Problem Statement
Currently, there is limited control over which queries can be added to panels or dashboards. In multi-user environments with varying permission levels, administrators and dashboard owners need better governance to ensure:
- Data Governance & Compliance: Prevent unauthorized or inappropriate queries from being added to shared dashboards
- Security: Prevent accidental or malicious addition of sensitive queries to dashboards
- Standards Enforcement: Enforce organization-specific standards for what data can be displayed together
- Audit Trails: Better visibility showing who added what queries to shared dashboards
Proposed Solution
Implement a permission and control system that allows:
-
Dashboard Owner Controls: Dashboard owners/admins to restrict which queries/questions can be added to specific dashboards or panels
-
Granular Permissions: Control whether users can:
- Add new queries
- Edit existing queries
- Only view queries
-
Approval Workflows: Optional approval workflows for query additions to dashboards (especially sensitive or compliance-related dashboards)
-
Role-Based Restrictions: Certain query types restricted from specific panels based on user roles
-
Audit Logging: Track which queries were added by whom and when
Why This Matters
This feature is critical for enterprise governance.

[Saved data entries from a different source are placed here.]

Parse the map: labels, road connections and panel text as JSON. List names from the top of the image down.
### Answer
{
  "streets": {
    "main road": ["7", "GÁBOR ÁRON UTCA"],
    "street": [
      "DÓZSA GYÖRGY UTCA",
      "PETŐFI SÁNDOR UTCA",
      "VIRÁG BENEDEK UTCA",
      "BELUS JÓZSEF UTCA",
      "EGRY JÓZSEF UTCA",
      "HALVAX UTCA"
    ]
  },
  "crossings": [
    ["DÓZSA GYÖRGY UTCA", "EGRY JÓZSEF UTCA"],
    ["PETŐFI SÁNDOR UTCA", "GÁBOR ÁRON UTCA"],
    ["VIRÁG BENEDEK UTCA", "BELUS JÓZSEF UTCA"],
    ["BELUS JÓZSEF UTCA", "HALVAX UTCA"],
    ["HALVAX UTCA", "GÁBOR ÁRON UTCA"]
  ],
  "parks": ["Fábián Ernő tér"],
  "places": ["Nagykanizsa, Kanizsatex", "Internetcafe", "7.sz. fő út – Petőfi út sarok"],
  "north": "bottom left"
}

Organizations operating in regulated industries need to ensure that only appropriate queries can be added to shared dashboards used by multiple departments. This would significantly improve Metabase's enterprise usability.
Use Cases
- Finance teams maintaining strict controls on dashboard queries
- Compliance-focused organizations requiring approval workflows
- Multi-department environments needing standardized dashboard content
- Large organizations with delegated dashboard management
Thank you for considering this feature request!